[DATASET CONTENT]

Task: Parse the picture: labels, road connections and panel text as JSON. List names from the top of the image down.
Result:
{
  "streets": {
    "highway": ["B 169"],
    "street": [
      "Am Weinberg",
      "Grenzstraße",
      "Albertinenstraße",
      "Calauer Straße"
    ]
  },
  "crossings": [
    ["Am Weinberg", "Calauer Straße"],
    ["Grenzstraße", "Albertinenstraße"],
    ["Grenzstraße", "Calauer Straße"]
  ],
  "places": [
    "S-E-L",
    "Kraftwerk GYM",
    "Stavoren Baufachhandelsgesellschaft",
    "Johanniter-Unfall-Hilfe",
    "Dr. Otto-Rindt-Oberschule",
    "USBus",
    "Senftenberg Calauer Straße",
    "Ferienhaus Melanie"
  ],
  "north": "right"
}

[/DATASET CONTENT]
[DATASET CONTENT]

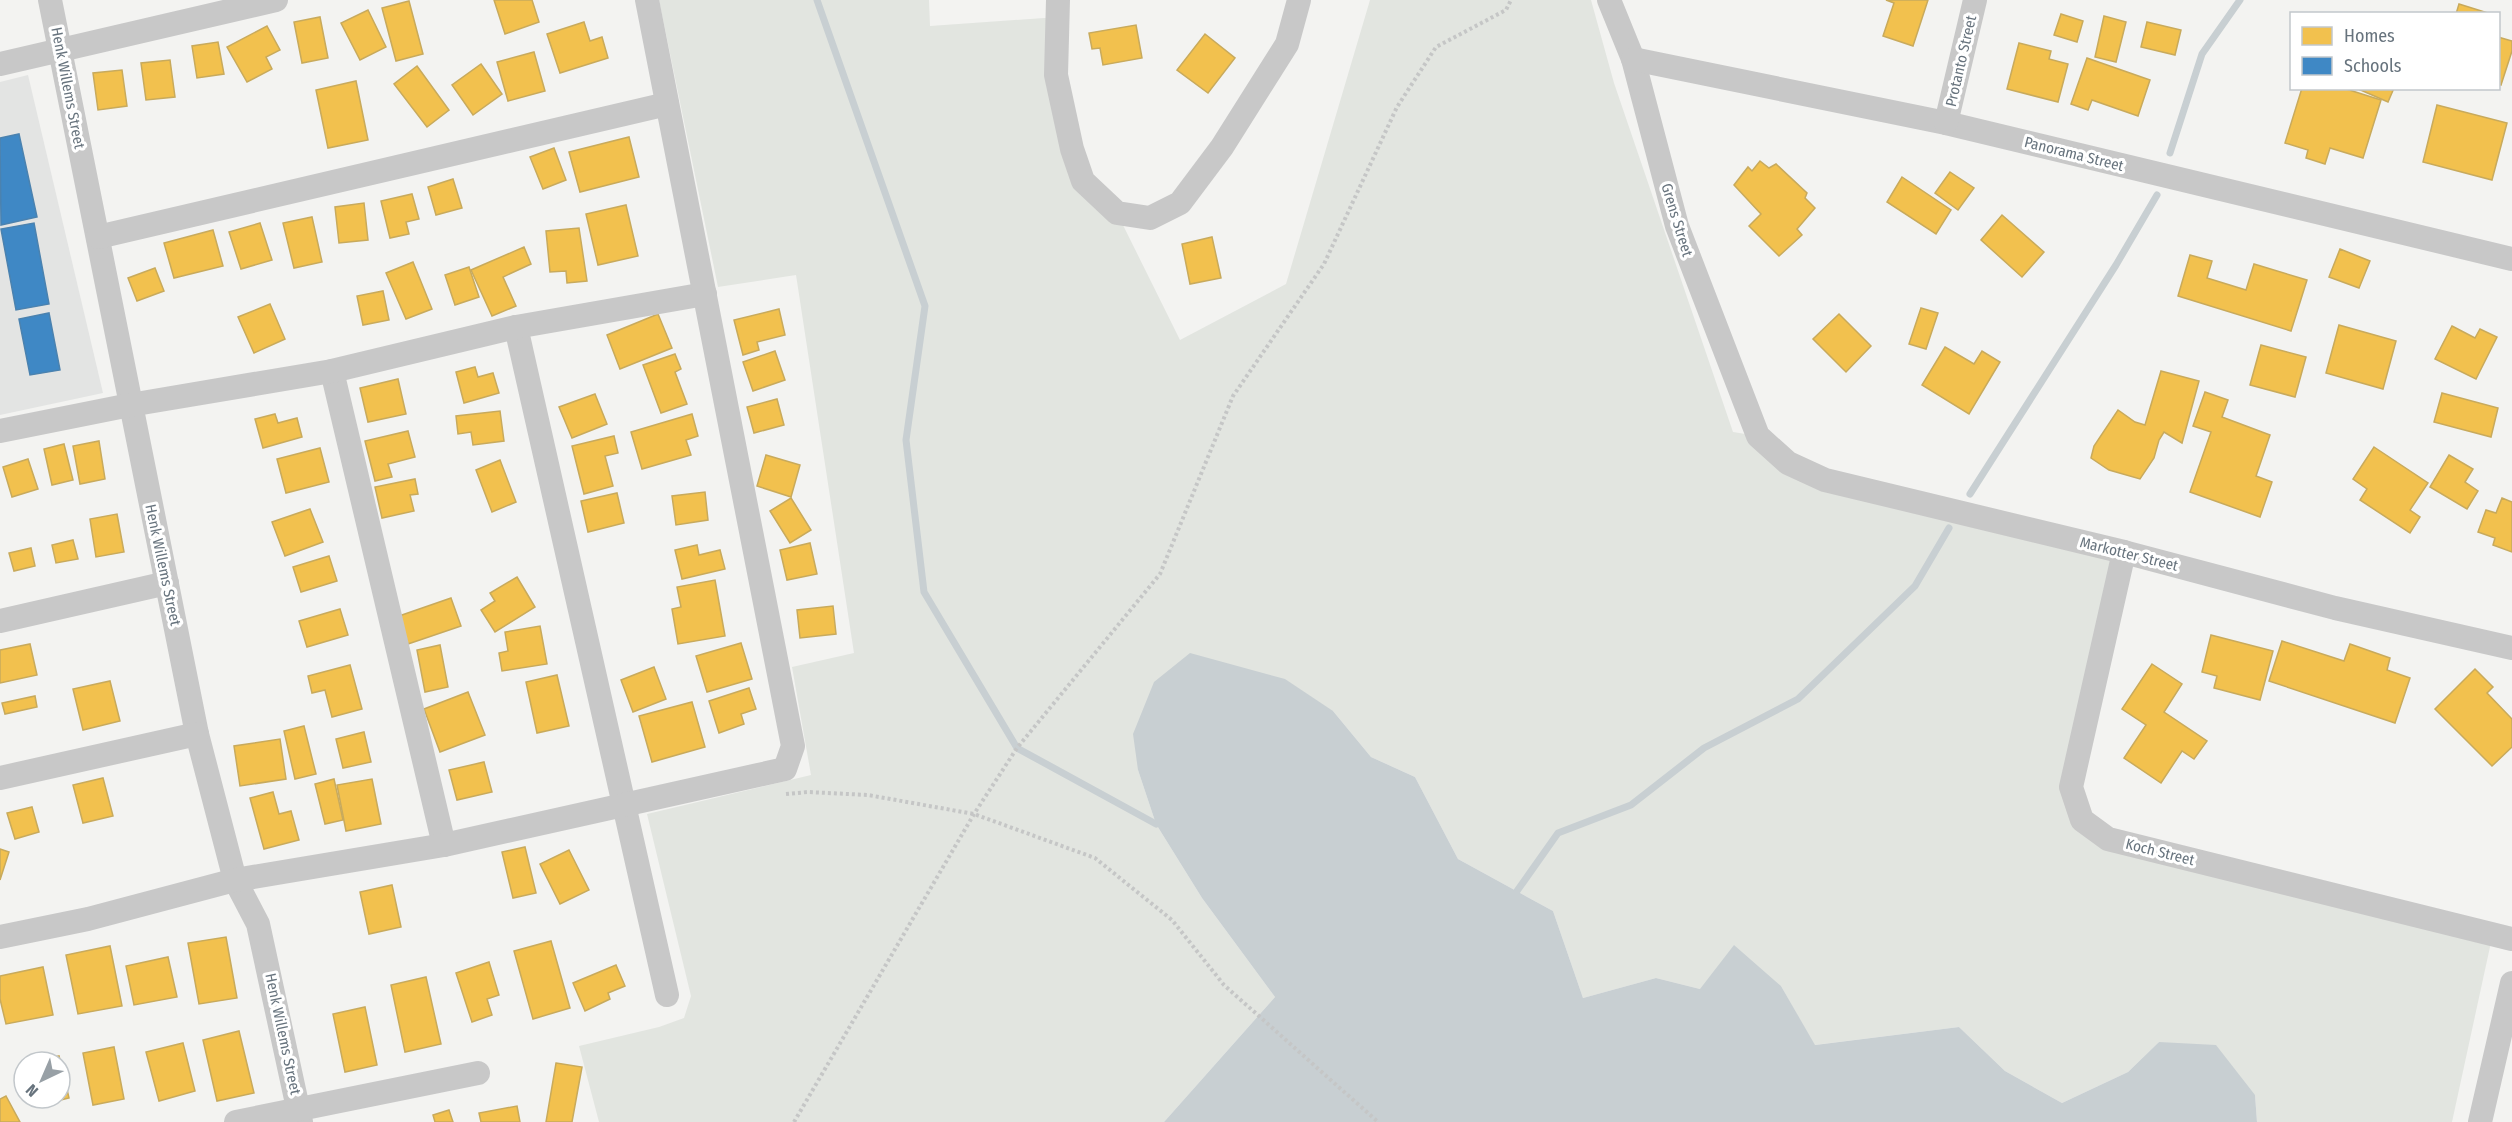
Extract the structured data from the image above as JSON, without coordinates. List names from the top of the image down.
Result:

[/DATASET CONTENT]

**EXERCISE GOAL:** From the records above, return each line where "image" occurs.

**OUTPUT FOR THIS TASK:**
Task: Parse the picture: labels, road connections and panel text as JSON. List names from the top of the image down.
Extract the structured data from the image above as JSON, without coordinates. List names from the top of the image down.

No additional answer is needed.